Agence France-Presse,
American forces fired an artillery barrage at targets in southern Baghdad on Sunday while Iraqi rescuers scoured wreckage for the victims of another deadly car bomb that left more than 70 dead.
Prime Minister Nuri al-Maliki, meanwhile, warned that Iraq's violence could spill over to other countries if the war-torn nation's bloodshed did not end.
As the sun rose over the war-torn capital, a series of massive detonations were heard from southwestern districts, where Iraqi officials said a US operation was under way in support of the city's joint security plan.
“Eighteen rounds of artillery were fired from Forward Operating Base Falcon,” said US spokesman Lieutenant Colonel Chris Garver, without identifying the target of a salvo that could be heard 10 kilometres (six miles) away.
In London, the ministry of defence announced the death of one more soldier in a small arms fire attack while on patrol in southern Iraq.
The soldier, from 2nd Battalion The Rifles, was carrying out routine checks in the Al-Ashar district of central Basra when he came under attack.
The death brings to 146 the number of British troops killed in Iraq since the March 2003 invasion that was led by the United States and its main ally Britain.
In further unrest, two people were killed in the central city of Diwaniyah, a regular site of clashes between security forces and militiamen, police said.
The death toll from Saturday's suicide bombing near a revered shrine in the Shiite pilgrimage city of Karbala rose to 71 overnight as scores of victims suffered in hospital wards crowded with 178 wounded.
City health spokesman Salim Khadhim told AFP that the dead included five women, five children and eight victims burned so entirely that their age or gender could not be determined.
“There was a two-year-old Iranian girl among those killed, and four Indian men.
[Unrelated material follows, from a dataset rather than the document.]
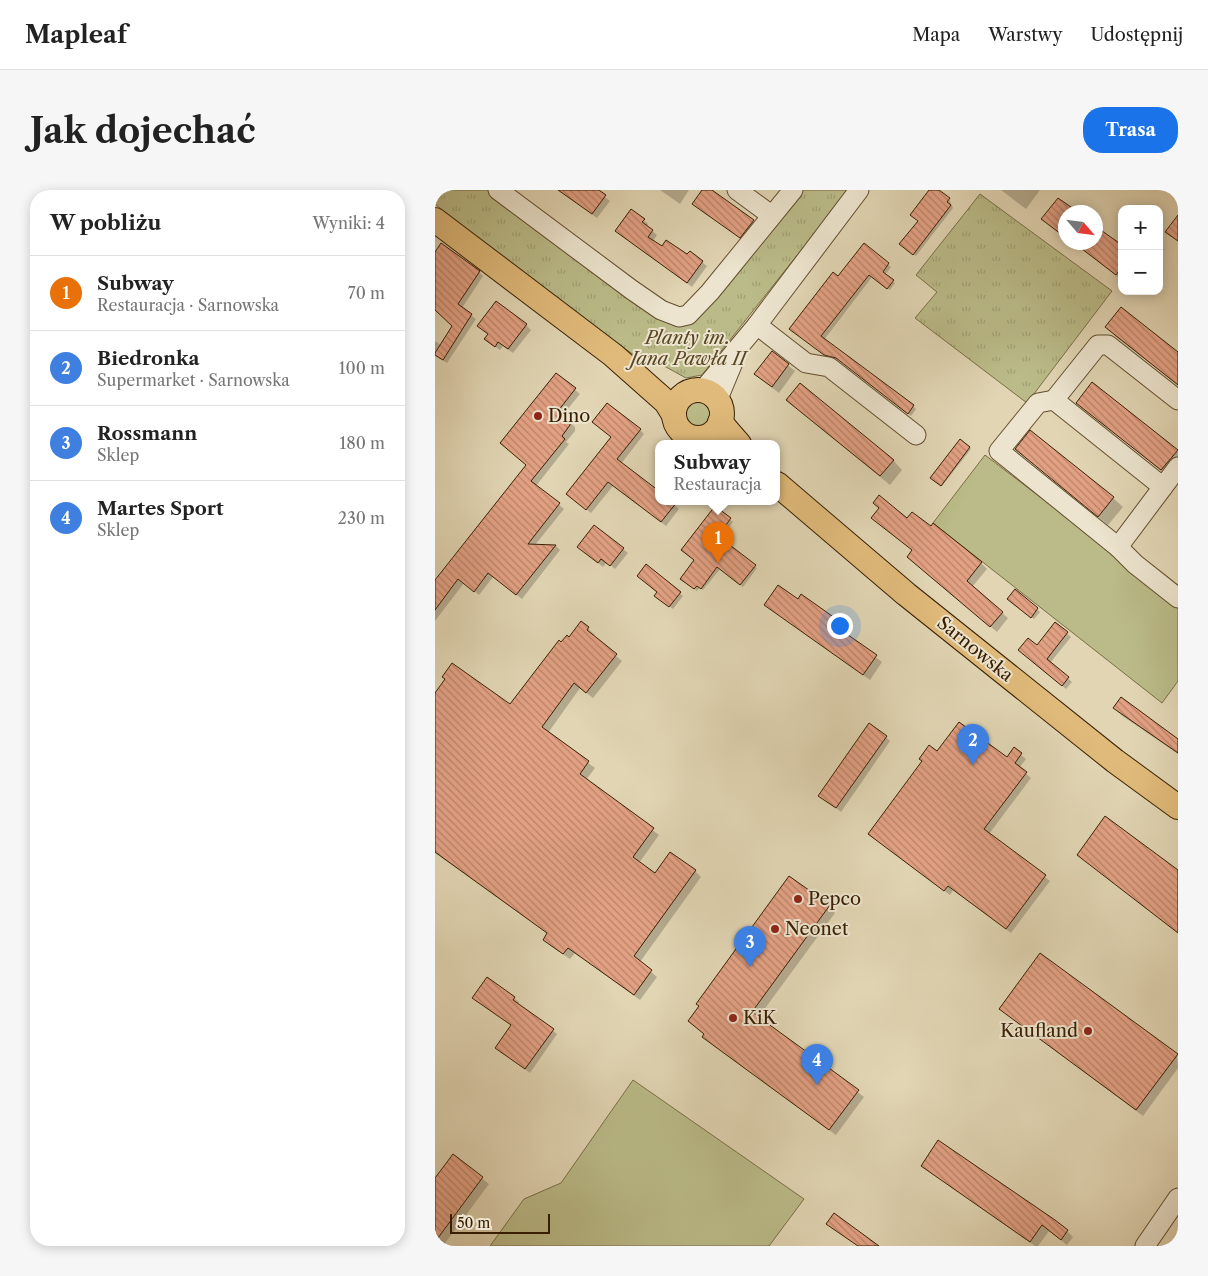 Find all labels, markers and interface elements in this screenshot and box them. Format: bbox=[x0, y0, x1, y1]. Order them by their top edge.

Two Iranian men were wounded,” he added. Karbala is a site of pilgrimage for Shiites from around the world.
US command in Baghdad reported that fighting and roadside bombs had claimed the lives of seven more American soldiers and two marines over two days of intense violence, bringing the month's toll to 91.
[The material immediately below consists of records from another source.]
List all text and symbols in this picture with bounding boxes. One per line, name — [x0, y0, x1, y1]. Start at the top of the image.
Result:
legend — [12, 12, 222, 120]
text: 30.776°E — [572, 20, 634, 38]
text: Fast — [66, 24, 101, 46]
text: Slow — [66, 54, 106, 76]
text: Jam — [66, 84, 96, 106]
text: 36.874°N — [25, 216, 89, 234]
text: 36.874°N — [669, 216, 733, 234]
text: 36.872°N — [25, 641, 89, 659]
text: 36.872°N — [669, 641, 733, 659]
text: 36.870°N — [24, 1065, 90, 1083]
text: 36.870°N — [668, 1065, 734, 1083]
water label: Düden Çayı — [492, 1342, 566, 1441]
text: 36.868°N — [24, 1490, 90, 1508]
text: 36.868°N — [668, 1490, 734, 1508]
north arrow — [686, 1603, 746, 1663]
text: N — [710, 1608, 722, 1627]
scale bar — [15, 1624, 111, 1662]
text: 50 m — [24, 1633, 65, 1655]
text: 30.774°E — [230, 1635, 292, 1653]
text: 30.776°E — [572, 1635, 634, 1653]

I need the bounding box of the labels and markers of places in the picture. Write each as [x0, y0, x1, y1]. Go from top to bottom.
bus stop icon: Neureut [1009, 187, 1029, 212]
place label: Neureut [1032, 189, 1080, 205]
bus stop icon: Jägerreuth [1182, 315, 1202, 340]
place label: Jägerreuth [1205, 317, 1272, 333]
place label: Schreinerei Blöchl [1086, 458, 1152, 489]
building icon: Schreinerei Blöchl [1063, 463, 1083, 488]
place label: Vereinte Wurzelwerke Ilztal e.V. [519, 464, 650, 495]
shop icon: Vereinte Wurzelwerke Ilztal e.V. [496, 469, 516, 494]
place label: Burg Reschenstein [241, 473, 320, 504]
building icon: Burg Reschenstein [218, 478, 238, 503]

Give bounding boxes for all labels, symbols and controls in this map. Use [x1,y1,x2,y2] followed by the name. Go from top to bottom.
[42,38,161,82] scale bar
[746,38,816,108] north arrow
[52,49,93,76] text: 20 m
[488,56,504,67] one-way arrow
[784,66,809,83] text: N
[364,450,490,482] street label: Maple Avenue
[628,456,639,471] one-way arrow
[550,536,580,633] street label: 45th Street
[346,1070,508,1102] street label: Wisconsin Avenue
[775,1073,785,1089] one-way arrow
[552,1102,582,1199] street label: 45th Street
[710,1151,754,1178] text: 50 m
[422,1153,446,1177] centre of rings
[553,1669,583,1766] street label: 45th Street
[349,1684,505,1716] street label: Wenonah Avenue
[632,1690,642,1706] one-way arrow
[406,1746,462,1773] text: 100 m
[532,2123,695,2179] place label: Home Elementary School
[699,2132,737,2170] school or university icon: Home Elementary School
With two days left, April is already the seventh deadliest month for coalition forces since a US-led invasion force overthrew dictator Saddam Hussein in March 2003, only to come under attack from a violent insurgency.
The scale of the carnage, more than 10 weeks after the start of a major US and Iraqi security plan, will serve as another blow to the authority of Iraq's Prime Minister Nuri al-Maliki and US President George W. Bush.
The rage in Karbala after Saturday's attack — in which protesters were quicker to blame the failure of the Iraqi security forces than the bomber — underlined Maliki's fragile authority.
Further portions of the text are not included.